• [What to do]: The answer should hold only the line with "Enumerate all labels, symbols" and each line after it through the last line of the material, exactly.

- Opening Delimiter -

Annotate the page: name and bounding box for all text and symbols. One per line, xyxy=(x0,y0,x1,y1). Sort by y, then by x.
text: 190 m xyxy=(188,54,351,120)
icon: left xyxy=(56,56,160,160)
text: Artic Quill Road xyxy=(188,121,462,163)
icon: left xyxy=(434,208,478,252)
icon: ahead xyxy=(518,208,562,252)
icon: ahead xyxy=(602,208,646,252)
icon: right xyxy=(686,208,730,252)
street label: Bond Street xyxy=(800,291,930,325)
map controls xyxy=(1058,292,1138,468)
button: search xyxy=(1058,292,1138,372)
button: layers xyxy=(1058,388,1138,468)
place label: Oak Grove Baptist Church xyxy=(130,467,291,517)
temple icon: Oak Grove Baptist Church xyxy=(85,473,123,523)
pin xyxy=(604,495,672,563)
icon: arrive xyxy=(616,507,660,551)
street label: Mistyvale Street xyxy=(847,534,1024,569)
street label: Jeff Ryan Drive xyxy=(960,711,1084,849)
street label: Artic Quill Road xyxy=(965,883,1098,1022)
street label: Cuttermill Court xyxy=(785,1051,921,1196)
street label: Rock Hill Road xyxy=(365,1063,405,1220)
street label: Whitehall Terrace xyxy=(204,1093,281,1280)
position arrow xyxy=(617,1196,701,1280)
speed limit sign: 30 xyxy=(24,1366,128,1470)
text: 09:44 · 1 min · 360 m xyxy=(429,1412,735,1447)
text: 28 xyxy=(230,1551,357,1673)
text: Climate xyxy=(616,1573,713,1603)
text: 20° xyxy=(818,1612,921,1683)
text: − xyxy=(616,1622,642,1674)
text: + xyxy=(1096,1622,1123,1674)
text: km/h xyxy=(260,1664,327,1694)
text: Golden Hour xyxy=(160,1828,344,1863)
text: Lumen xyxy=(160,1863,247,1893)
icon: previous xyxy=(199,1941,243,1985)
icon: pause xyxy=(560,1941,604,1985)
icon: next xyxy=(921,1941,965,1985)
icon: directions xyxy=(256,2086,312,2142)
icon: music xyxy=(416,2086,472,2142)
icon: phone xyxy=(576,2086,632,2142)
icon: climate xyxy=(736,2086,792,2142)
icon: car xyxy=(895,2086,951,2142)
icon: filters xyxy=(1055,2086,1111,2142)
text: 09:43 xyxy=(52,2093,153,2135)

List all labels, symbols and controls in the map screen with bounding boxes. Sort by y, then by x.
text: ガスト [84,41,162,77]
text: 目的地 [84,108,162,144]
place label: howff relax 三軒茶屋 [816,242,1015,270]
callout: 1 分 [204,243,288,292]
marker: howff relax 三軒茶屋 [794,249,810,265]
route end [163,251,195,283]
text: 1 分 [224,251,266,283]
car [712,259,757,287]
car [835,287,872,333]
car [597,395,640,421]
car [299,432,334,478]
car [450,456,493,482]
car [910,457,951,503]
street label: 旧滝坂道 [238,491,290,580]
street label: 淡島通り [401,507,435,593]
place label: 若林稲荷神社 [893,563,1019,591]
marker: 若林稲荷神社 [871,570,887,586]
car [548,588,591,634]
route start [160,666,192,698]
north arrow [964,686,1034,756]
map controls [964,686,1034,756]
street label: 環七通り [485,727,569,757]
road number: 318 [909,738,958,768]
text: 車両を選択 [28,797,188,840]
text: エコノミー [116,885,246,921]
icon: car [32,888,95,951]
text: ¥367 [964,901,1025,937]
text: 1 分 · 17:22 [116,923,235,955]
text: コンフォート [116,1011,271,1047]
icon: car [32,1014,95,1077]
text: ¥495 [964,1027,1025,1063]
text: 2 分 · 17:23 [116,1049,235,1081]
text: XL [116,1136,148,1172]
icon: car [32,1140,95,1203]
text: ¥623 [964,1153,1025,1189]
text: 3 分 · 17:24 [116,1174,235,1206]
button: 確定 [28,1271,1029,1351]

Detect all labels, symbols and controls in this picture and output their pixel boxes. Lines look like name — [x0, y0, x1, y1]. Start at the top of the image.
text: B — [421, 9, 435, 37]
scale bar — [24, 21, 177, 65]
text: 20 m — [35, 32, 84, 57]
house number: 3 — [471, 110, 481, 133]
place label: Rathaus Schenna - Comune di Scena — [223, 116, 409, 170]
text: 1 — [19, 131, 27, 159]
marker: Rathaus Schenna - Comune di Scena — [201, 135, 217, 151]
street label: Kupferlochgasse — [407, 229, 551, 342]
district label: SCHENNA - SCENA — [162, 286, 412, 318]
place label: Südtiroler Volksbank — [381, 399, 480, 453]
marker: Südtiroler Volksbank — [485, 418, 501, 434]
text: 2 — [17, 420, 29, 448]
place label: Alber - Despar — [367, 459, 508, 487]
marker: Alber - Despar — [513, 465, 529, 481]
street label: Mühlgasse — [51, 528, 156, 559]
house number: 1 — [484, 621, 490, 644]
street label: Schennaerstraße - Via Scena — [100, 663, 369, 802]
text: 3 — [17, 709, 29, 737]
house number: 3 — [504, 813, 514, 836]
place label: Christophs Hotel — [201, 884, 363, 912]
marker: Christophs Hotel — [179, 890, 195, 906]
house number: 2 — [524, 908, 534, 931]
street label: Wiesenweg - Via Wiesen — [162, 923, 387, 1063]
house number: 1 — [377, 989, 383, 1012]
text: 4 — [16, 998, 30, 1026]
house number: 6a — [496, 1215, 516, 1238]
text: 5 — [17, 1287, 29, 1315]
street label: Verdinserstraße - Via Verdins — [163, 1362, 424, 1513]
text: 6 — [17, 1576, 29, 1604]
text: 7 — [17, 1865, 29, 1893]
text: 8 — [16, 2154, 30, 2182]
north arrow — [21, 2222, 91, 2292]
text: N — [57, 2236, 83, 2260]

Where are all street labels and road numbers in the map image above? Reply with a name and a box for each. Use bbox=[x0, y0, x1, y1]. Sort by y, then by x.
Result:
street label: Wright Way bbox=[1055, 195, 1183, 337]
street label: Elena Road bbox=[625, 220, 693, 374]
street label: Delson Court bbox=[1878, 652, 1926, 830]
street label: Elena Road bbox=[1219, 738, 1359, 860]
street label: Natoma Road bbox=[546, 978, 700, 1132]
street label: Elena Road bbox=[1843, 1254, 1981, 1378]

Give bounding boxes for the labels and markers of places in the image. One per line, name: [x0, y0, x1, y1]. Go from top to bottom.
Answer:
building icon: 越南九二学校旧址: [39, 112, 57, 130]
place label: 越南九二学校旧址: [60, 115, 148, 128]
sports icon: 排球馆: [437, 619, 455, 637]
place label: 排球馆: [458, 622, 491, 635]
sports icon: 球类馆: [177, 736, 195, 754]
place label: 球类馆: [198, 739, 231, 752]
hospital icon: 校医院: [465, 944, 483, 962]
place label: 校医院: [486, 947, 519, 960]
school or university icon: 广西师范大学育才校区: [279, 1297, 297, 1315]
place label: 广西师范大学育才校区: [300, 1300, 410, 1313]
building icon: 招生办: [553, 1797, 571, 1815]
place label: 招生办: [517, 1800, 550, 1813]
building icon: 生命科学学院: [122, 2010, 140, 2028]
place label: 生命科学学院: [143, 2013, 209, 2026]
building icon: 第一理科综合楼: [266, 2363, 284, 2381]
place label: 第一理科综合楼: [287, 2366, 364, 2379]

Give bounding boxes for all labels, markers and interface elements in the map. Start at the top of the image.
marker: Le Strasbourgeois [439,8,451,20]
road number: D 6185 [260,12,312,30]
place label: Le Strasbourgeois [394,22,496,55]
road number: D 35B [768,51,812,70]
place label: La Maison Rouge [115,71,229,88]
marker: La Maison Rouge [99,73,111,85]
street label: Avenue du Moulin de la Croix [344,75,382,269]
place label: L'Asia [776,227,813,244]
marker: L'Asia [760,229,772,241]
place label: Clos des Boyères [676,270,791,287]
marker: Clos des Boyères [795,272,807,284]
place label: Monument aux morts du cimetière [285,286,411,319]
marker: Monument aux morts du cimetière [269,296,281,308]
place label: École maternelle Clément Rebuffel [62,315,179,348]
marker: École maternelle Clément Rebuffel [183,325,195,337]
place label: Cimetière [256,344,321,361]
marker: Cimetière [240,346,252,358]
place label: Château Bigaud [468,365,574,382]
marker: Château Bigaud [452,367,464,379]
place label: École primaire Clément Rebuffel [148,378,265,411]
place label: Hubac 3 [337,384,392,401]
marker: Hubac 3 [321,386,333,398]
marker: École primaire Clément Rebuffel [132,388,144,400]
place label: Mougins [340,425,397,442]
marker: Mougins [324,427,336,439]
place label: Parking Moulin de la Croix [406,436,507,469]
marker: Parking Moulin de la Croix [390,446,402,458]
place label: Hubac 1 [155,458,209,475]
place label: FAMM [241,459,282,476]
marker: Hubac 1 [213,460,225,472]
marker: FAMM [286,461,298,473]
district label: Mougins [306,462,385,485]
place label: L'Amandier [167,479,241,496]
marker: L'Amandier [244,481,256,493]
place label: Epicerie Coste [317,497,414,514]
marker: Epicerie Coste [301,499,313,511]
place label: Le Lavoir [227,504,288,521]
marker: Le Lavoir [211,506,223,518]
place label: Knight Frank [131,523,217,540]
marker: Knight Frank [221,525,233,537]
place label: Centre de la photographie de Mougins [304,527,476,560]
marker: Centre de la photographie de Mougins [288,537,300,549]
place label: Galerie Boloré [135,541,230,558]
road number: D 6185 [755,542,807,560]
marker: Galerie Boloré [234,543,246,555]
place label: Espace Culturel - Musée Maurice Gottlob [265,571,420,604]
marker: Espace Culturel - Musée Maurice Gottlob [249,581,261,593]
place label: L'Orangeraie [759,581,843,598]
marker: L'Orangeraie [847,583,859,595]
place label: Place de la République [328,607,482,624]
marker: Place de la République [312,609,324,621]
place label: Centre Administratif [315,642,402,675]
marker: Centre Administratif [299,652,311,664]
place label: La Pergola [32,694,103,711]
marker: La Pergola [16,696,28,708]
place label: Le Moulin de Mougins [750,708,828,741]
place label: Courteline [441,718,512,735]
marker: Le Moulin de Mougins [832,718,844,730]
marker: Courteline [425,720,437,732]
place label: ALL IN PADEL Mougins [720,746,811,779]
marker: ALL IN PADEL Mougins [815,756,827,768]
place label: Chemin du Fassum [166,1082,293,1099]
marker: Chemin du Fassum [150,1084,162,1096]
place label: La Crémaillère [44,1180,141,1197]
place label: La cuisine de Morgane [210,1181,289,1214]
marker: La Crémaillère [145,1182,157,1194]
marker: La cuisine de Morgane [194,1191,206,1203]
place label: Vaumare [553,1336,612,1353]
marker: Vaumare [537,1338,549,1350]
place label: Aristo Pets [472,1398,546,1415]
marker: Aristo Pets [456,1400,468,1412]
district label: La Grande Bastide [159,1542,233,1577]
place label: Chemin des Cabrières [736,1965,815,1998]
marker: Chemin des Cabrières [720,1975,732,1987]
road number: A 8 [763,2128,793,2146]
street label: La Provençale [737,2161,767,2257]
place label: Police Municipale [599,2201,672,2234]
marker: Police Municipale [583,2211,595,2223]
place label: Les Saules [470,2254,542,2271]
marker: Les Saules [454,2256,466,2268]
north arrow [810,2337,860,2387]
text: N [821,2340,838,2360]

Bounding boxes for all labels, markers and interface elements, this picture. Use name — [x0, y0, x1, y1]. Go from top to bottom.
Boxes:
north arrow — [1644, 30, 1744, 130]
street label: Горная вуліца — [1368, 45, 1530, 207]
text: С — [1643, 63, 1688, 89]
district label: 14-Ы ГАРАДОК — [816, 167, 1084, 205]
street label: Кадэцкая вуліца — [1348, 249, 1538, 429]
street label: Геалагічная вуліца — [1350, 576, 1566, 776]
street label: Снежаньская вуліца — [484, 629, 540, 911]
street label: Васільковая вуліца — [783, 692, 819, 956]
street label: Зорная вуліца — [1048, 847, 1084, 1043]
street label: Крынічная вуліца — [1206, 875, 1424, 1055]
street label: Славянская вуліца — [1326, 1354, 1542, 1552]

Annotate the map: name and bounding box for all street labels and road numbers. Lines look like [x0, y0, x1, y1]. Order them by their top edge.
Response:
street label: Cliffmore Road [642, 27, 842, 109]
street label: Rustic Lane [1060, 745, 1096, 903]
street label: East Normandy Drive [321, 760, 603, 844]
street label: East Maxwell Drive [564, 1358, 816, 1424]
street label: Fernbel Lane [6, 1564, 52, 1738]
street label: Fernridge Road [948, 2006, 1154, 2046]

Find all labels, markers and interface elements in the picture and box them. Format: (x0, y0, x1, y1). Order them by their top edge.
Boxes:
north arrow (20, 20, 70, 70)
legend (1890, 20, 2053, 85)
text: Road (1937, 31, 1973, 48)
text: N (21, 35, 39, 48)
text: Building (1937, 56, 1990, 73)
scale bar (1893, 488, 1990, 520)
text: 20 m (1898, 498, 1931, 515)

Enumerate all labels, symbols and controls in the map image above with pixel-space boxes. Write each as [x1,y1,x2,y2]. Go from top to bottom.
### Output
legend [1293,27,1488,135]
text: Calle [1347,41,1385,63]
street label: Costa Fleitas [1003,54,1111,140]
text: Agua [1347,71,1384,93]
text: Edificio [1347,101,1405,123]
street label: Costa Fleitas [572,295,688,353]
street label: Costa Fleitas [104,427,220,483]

- Closing Delimiter -

• [Response to this task]:
Enumerate all labels, symbols and controls in the map image above with pixel-space boxes. Write each as [x1,y1,x2,y2]. Go from top to bottom.
### Output
legend [1293,27,1488,135]
text: Calle [1347,41,1385,63]
street label: Costa Fleitas [1003,54,1111,140]
text: Agua [1347,71,1384,93]
text: Edificio [1347,101,1405,123]
street label: Costa Fleitas [572,295,688,353]
street label: Costa Fleitas [104,427,220,483]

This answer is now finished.